Das Weib wurde unter den letzten des Zuges aufgestöbert und drängte sich, sehr wichtig tuend, durch; sie erschrak aber, denn die kalten Augen Sanders konnten nervös machen, und wurde sehr geschwätzig, als sie ihre Sprache wiedergefunden hatte.

Der Mann im Ölzeug, an dem das Wasser niederrann, hörte mit geneigtem Kopfe zu. Agasaka, das schlanke Weib, stand ernst vor ihm. Scham kannte sie nicht – der Schurz von Gras war fort, und sie stand so da, wie ihre Mutter sie zuerst gesehen hatte. Bald darauf beendete M'surus Hauptweib ihre Erzählung.

„Sandi, das ist die Wahrheit, und wenn ich eine Lüge sage, dann sollen mich „die Langen“ zum Boden des Flusses holen und mich den Schlangen zum Fraße geben!“

Sanders beobachtete sie; er sah ihr braunes Fell stumpf und grau werden, sah ihren Mund offen in starrem Schrecken.

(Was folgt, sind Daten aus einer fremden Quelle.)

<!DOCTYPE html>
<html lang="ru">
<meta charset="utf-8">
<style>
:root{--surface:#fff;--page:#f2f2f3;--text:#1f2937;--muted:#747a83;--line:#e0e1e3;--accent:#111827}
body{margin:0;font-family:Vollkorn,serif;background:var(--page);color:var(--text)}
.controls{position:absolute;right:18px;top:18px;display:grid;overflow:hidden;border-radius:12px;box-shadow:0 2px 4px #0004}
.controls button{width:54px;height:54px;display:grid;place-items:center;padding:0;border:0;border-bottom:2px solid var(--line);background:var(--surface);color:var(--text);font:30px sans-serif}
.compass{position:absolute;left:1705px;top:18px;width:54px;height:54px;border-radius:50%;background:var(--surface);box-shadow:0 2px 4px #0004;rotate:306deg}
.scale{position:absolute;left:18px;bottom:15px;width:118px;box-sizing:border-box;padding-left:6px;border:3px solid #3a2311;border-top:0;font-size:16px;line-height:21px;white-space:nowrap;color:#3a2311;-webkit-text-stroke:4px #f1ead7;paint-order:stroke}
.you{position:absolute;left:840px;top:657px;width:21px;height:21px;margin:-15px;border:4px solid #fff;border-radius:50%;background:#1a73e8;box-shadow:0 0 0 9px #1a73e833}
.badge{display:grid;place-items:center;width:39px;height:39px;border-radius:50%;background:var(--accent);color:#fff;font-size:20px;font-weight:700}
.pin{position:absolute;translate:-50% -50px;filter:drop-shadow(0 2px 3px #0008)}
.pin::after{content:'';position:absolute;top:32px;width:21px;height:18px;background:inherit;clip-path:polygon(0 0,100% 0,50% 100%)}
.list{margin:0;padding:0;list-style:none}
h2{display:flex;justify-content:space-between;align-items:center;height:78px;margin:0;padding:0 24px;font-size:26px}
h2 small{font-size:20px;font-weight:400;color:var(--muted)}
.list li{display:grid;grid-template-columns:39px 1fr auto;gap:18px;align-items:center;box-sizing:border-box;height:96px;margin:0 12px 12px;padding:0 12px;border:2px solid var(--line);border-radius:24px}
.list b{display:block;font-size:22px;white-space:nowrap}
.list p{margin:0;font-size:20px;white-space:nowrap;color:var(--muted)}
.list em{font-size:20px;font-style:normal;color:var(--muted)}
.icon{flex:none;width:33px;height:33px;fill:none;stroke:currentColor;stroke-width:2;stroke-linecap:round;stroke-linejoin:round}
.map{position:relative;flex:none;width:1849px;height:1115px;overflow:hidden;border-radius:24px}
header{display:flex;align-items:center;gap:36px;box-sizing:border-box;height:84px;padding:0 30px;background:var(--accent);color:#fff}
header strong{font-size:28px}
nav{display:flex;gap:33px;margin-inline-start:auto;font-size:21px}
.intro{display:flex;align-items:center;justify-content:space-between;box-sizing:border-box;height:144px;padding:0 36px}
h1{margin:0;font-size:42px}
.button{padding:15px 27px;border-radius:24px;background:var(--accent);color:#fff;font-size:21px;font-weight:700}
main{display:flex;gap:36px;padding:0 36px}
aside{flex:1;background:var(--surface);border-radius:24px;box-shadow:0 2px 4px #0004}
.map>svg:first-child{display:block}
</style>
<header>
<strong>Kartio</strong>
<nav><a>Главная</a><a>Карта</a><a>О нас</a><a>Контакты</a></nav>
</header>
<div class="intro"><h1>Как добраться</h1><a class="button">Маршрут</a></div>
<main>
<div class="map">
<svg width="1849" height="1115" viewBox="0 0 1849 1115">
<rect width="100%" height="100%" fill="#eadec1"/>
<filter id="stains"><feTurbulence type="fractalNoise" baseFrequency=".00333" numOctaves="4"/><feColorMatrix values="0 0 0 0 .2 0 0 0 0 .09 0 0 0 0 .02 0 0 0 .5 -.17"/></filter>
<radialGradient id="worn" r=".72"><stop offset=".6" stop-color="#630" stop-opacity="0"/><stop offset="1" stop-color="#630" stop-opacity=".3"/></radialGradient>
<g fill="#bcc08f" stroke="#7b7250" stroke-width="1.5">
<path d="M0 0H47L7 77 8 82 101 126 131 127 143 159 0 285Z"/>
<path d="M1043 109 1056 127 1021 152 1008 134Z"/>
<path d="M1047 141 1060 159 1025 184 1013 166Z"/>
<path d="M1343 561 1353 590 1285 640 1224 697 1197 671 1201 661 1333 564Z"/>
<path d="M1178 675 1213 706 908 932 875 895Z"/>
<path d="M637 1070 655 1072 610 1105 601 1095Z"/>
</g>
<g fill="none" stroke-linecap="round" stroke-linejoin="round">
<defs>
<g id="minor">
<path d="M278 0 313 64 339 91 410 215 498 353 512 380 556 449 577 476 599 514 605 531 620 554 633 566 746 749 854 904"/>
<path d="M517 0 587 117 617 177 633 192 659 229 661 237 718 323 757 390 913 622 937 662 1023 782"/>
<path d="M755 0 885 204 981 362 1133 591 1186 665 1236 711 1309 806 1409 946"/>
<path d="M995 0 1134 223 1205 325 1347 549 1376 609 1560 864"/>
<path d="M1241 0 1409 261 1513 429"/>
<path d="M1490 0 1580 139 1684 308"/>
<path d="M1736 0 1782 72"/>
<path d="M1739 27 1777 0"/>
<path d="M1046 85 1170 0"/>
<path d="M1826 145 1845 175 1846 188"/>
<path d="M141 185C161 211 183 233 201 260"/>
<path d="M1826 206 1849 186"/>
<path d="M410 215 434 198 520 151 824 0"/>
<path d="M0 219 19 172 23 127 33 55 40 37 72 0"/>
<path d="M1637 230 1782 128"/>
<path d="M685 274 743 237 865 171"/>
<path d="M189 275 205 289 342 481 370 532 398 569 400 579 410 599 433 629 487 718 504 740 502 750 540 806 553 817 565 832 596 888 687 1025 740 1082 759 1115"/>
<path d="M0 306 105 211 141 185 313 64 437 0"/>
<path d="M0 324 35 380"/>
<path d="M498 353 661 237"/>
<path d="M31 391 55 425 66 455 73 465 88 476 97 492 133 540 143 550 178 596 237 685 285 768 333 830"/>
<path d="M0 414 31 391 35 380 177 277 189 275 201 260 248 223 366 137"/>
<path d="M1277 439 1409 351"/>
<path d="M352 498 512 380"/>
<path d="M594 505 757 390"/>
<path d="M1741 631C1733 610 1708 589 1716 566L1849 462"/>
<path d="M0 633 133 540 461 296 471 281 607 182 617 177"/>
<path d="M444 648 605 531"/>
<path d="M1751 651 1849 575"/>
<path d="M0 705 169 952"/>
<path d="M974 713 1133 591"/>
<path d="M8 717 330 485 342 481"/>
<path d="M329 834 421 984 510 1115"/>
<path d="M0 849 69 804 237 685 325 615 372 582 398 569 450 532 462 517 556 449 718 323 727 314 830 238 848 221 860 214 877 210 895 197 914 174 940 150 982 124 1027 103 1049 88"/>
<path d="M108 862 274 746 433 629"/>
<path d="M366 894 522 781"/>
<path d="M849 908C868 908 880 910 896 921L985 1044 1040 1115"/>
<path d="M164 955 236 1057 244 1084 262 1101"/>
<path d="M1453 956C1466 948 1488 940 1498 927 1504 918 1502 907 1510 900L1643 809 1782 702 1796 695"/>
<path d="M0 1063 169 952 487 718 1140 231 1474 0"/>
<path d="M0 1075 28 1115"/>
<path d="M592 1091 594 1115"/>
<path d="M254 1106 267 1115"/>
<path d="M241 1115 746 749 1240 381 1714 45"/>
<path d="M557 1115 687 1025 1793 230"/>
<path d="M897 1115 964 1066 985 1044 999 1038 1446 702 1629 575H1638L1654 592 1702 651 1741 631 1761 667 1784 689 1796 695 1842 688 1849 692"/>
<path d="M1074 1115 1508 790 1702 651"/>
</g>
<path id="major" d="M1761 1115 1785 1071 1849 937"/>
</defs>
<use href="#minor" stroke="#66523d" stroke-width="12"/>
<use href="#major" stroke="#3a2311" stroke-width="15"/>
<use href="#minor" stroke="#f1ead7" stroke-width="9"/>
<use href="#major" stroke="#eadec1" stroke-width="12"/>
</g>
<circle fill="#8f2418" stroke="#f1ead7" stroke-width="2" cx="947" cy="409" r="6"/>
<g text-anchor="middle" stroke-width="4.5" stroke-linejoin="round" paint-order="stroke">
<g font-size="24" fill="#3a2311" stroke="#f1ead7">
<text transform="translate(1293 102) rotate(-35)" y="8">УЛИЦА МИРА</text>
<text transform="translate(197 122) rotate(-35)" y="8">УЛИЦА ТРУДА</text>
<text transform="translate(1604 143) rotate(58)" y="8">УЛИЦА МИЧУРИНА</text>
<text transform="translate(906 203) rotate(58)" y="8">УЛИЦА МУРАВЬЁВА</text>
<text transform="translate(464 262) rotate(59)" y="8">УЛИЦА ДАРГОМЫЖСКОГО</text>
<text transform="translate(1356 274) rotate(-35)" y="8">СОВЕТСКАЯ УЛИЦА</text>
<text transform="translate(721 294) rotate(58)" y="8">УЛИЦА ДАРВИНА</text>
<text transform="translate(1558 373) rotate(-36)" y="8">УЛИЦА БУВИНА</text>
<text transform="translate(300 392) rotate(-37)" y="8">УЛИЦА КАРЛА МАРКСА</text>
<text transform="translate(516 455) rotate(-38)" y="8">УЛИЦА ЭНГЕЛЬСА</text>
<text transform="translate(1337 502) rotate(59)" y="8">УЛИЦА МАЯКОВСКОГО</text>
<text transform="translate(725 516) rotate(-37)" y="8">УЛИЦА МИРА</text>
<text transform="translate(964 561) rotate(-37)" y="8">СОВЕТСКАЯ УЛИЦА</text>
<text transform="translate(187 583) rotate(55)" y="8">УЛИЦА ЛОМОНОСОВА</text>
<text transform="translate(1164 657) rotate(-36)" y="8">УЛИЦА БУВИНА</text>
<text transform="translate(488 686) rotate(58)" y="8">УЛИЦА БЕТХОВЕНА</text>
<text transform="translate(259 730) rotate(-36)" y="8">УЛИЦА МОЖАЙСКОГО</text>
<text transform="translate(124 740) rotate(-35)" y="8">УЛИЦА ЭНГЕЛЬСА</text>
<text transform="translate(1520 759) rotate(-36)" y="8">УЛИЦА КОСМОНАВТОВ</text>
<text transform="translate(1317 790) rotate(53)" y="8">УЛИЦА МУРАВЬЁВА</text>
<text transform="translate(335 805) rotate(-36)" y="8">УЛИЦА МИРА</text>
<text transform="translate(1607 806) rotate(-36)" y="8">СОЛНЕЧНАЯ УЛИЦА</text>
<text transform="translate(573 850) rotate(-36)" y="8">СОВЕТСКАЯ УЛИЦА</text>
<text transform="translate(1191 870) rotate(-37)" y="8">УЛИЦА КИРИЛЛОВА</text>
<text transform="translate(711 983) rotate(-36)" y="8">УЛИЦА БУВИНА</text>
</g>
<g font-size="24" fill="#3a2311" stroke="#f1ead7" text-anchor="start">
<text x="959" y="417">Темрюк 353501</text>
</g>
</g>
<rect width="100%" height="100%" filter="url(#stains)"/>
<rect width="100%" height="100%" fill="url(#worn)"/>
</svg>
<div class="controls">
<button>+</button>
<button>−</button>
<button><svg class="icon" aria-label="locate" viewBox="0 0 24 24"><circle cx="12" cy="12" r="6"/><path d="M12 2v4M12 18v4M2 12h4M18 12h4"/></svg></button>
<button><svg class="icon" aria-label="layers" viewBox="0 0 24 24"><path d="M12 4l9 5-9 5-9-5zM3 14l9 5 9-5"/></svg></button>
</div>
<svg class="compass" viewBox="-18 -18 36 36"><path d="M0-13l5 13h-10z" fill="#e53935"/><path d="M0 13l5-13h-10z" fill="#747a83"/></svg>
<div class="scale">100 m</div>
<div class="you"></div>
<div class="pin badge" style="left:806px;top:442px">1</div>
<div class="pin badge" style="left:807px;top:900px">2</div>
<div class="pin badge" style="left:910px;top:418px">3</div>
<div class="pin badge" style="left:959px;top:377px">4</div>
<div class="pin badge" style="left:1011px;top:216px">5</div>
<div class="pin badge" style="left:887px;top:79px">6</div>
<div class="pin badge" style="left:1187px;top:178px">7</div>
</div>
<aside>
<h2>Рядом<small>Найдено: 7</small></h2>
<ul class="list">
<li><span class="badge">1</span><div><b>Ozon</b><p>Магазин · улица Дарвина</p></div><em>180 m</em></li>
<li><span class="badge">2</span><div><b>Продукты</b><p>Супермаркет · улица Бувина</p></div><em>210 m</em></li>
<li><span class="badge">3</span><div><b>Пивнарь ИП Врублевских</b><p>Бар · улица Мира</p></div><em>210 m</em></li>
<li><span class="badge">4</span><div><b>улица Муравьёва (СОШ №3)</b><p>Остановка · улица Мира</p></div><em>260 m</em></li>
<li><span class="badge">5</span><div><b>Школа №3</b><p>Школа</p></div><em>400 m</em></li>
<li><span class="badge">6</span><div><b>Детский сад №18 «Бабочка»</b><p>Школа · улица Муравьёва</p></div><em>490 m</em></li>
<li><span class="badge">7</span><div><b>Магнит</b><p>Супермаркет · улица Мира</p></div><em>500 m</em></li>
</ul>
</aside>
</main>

Was er nicht sah, war „der Lange“, das gelbe Krokodil, das durch das Gras auf die Meineidige zukroch; seine kleinen Augen funkelten, und sein nasser Rachen war offen, um die grausamen, weißen Spitzen der Zähne zu zeigen.

Nur das Hauptweib M'surus sah das und fiel schreiend und sich windend zu Füßen ihres Mannes nieder und umklammerte dessen Füße.

Sanders sagte nichts, aber er hörte viel, das im Widerspruch zu dem ersten Bericht stand.

„Komm mit mir, Agasaka! An Bord meines feinen Schiffes!“

Er wusste, dass Zwist entstehen konnte, wenn er das Mädchen bei ihren Leuten ließ. Schon um geringerer Ursachen willen waren Kriege entstanden.

Er nahm sie an Bord der „Zaire II“; sie folgte ihm langsam, aber demütig.

In dieser Nacht kam eine müde Taube aus dem Hauptquartier, und Sanders, der die Botschaft las, war weder erfreut noch ärgerlich.

*

Hohe Beamte, besonders die, die in einem Lehnstuhl saßen, beunruhigten ihn ein wenig, aber er hatte solche entzückende und verständige Gentlemen unter ihnen angetroffen, dass er allmählich etwas von seiner Furcht vor ihnen verlor. Weit mehr beunruhigten ihn die Berichte über die dunklen Kräfte Agasakas, die ihn aus zuverlässiger Quelle erreichten. Er hatte manche sonderbare Dinge erlebt auf dem Fluss; die Wunder des Lokolis, dieses ausgehöhlten Baumstumpfes, durch den Botschaften über einen Erdteil weitergesandt werden konnten, waren immer noch so etwas wie ein Rätsel für ihn. Unerklärbare Magie, manchmal von umwälzender Natur, war eine alltägliche Erscheinung. Manches darunter war nur roher Hypnotismus, aber es gab höhere Dinge, die jenseits seines Verständnisses lagen. Viele davon waren im Laufe der Jahrhunderte, von Ägypten und weiter her, auf uns gekommen. Abraham hatte Gebräuche aus den wüsten Ländereien um Babylon herum mitgebracht, die zu religiösen Gebräuchen wurden bei einem Volk, das noch keine Schriftsprache hatte.

Die „Zaire II“ dampfte am nächsten Tage nach Hause, als Sanders Abiboo, seine Ordonnanz, rufen ließ.

„Hol' mir mal dieses Chimbiriweib her!“, befahl er. Man holte sie aus dem kleinen Proviantraum, wo sie Gefangene und gleichzeitig Gast war.

„Man erzählt mir dies und jenes von dir, Agasaka“, sagte er und erzählte ihr das ihm Berichtete und nannte ihr die Quellen, aus denen er es hatte.

„Herr, es ist wahr“, sagte Agasaka, sobald er geendet hatte. „Mein Vater lehrte mich diese Dinge, wie sein Vater sie ihn gelehrt hat. Denn, Herr, er war der Sohn M'kufusus, des Sohnes Bongfongu-m'linis, des Sohnes M'sambis ...“

Sie zählte dreißig Generationen her, ehe er ihr Einhalt gebot – oberflächlich gerechnet sechshundert Jahre. Darob war sogar Sanders verblüfft, obwohl er einmal einen alten N'Gombimann getroffen hatte, der ihm die genauesten Einzelheiten über einen Mann erzählte, der in den Tagen Saladins gelebt hatte.

„Lass mich deinen Zauber sehen, Weib!“, befahl er; aber zu seinem Erstaunen schüttelte sie ihren Kopf.

„Herr, dieser Zauber kommt nur, wenn ich mich fürchte.“

Sanders ließ seine Hand zum Browning hingleiten und zog ihn halb aus dem Lederfutteral.

Er saß unter dem über die Brücke gespannten Sonnensegel. Der Steuermann war am Steuerrad, und am Bug befand sich der Kanujunge mit seinem langen Peilstock zum Tiefmessen. Absichtlich sah Sanders nicht auf das Weib, sondern richtete seinen Blick auf den Rücken des Mannes am Steuerrad.